Cambodian Identities: Freedom and Memory at Sofitel Gallery
- Editorial team

- 4 hours ago
- 3 min read
At the Gallery of Sofitel Phnom Penh Phokeethra, the exhibition "Ekarieach All Stars – Identity" brings together twenty-six artists in a measured reflection on identity, shaped by history and contemporary transformations.

This project, stemming from a national multi-arts competition, commemorates the 70th anniversary of Cambodia's independence and questions creative freedom in a context of cultural resilience.
Genesis of the Ekarieach Project
The Ekarieach competition, whose Khmer term means "independence," was launched in 2023 to celebrate the 70th anniversary of Cambodian independence in 2023, and continued with a second edition centered on the theme of water. These initiatives selected talents from various disciplines: painting, sculpture, photography, and digital arts. The current exhibition gathers the winners and distinguished participants, transforming the Gallery into a living archive where aesthetic expressions and societal issues converge.

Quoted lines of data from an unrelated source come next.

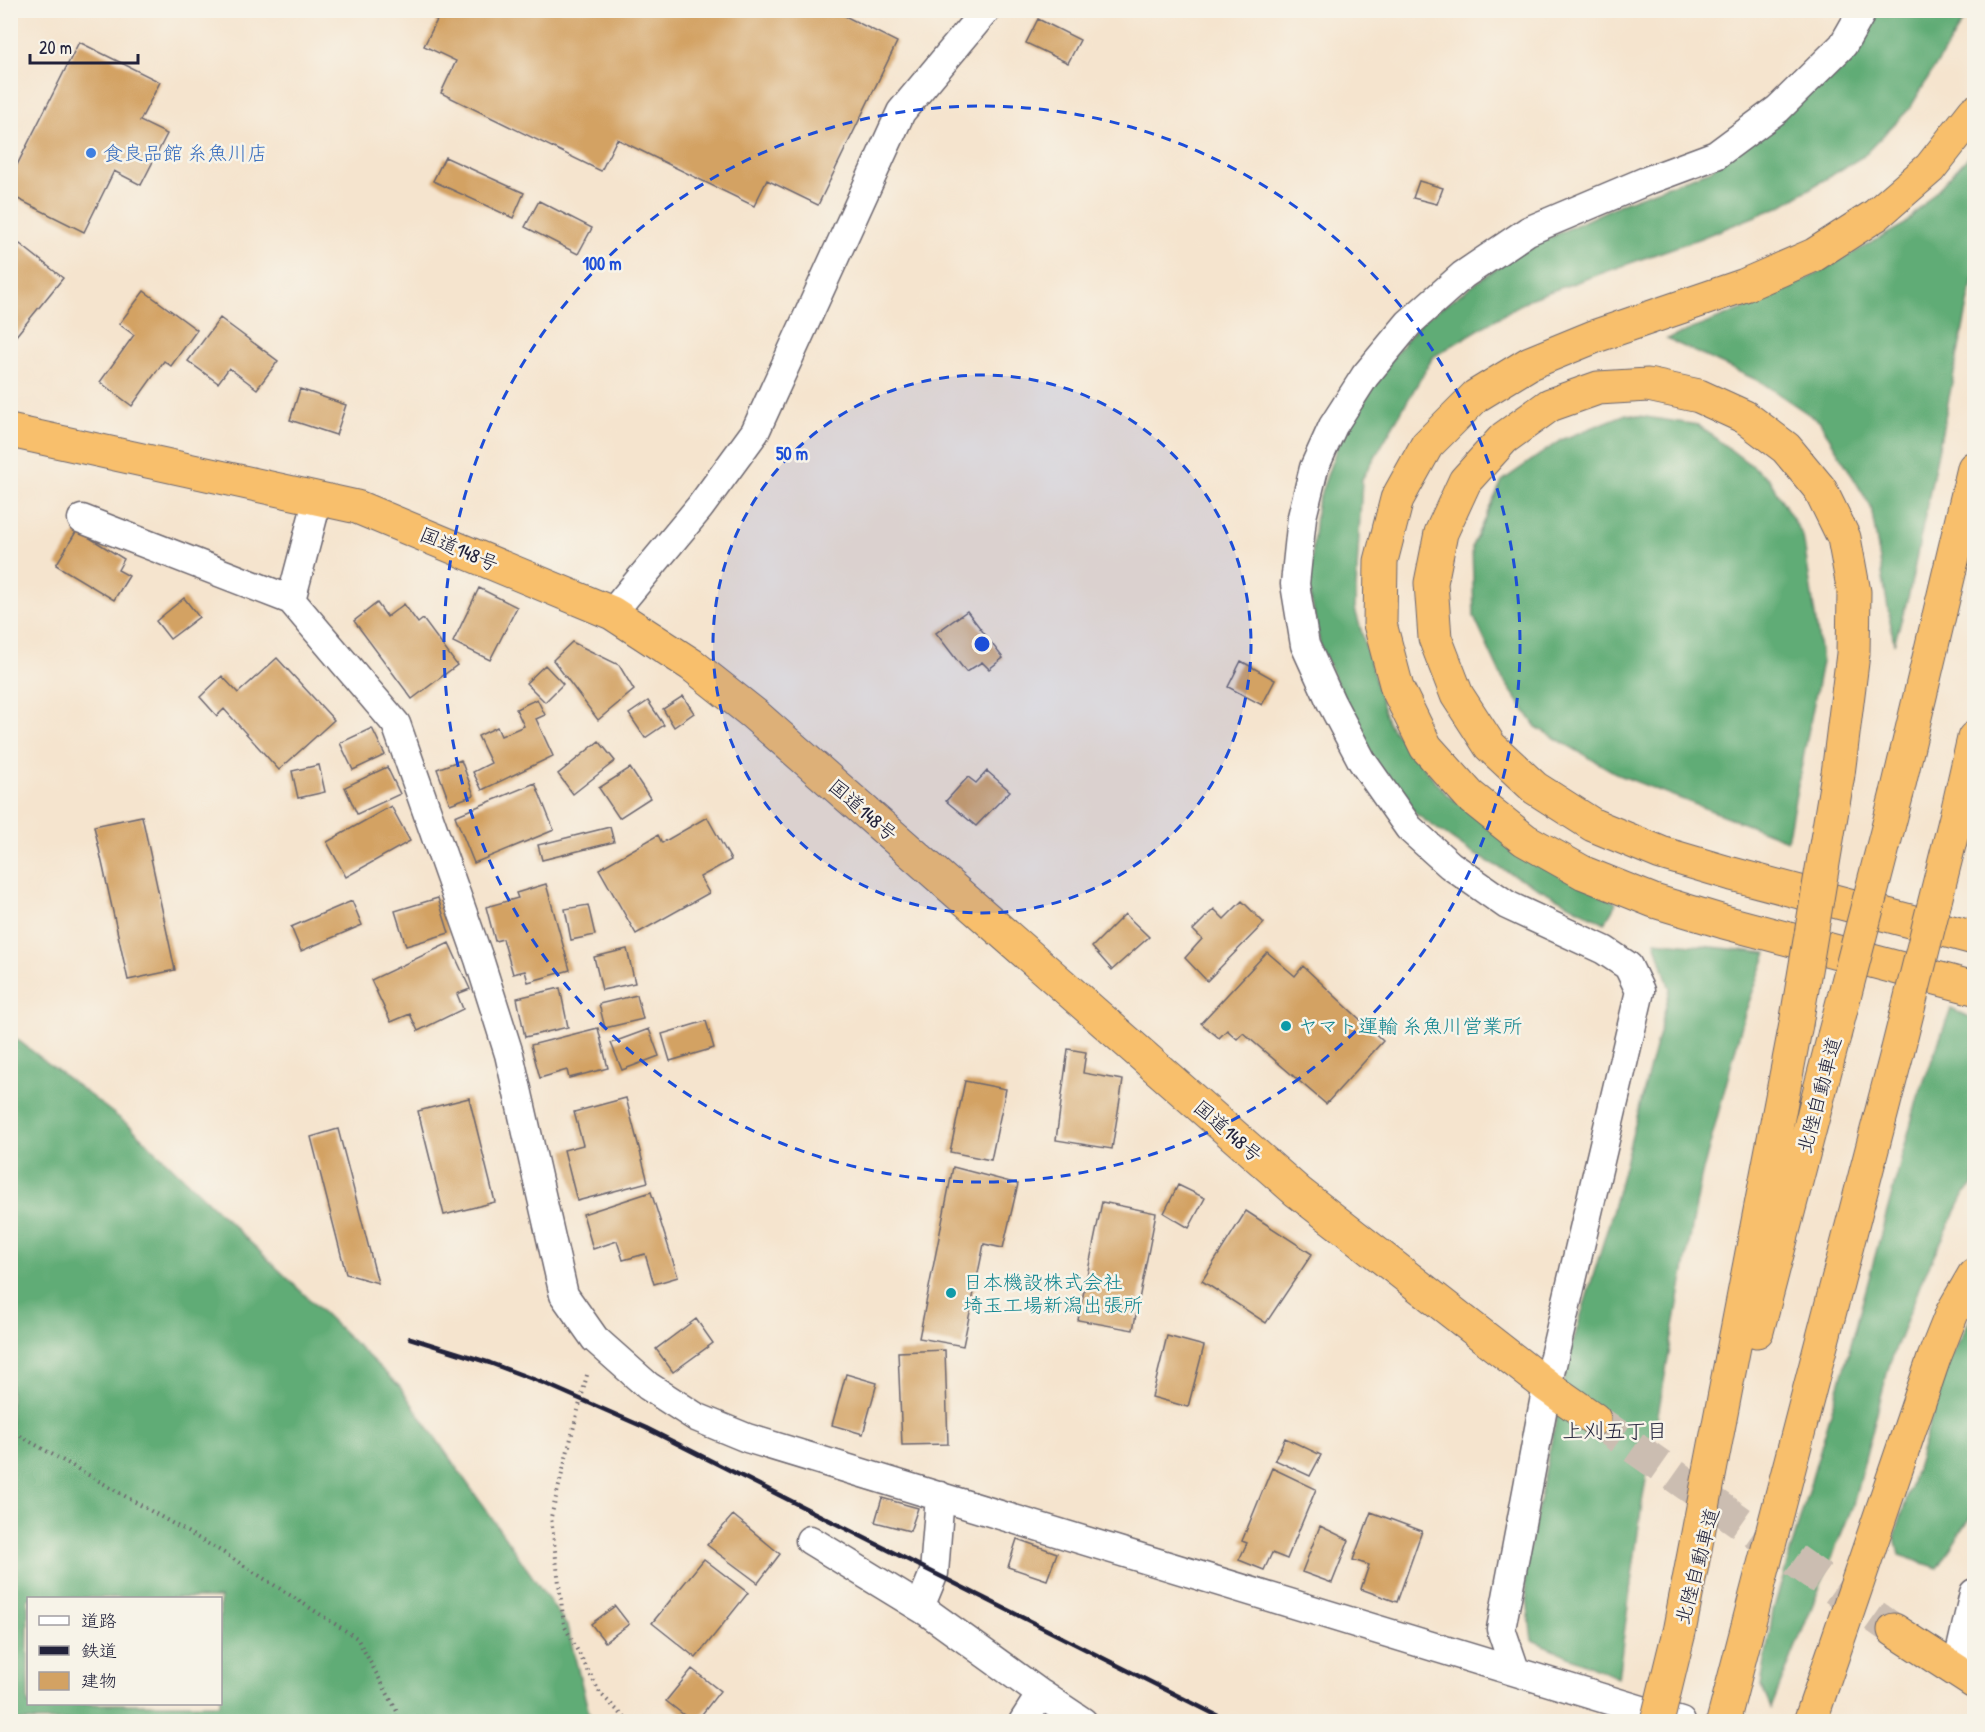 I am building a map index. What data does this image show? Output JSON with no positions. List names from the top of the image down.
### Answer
{
  "streets": {
    "highway": ["国道148号", "北陸自動車道"]
  },
  "districts": ["上刈五丁目"],
  "places": ["食良品館 糸魚川店", "ヤマト運輸 糸魚川営業所", "日本機設株式会社 埼玉工場新潟出張所"],
  "legend": ["道路", "鉄道", "建物"],
  "scale_bar": "20 m",
  "rings": ["100 m", "50 m"]
}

Portraits of Artists and Singular Trajectories
The exhibition's information panels provide a detailed human panorama, lining up portraits, biographies, and national flags. Among the notable figures are artists from Phare Ponleu Selpak, the iconic Battambang institution training young talents. Fine arts professors trained in Europe, career changers from modest backgrounds, and practitioners marked by exile or past conflicts also stand out. Their stories, soberly recorded, evoke paths of hardship, commitment, or transmission, feeding introspective works steeped in collective memory.

Themes of Identity and Resilience
The exhibition explores identity not as a fixed essence, but as an open question: who am I as an artist and member of an evolving community? The creations, often intimate, address the aftermath of war, displacements, and national reconstruction, while incorporating humor and tenderness. Recurring themes emerge: cultural scars, the relationship to water as a symbol of purification, and the reappropriation of Khmer myths to project future horizons.

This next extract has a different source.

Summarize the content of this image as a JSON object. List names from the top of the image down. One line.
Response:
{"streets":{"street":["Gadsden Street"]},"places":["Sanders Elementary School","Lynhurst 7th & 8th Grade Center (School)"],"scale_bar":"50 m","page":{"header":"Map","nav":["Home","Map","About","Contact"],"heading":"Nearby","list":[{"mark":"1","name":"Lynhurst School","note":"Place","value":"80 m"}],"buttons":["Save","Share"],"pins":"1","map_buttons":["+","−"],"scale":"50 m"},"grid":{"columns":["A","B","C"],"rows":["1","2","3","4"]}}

The Central Role of Sofitel Gallery
Located in the heart of Phnom Penh, Sofitel Phnom Penh Phokeethra asserts itself as a Franco-Khmer cultural hub, regularly hosting temporary exhibitions. The Gallery, a free and daily accessible space from January 20 to February 28, 2026, fosters exchanges between local artists, the Phnom Penh public, expatriates, and travelers. This institutional support strengthens Ekarieach's reach, positioning the hotel as an incubator of talents within a capital undergoing rapid urban transformation.

Works and Visual Dialogues
The welcome panel explicitly poses the curatorial question: what expressive signatures define each artist's identity? Visitors traverse a mosaic of varied works, from abstract paintings evoking historical traumas to digital installations questioning Khmer modernity. Artists like Séra, an illustrator exploring memory and exile, or others from the portrait wall, embody this diversity, inviting a nuanced reading of current Cambodian cultural dynamics.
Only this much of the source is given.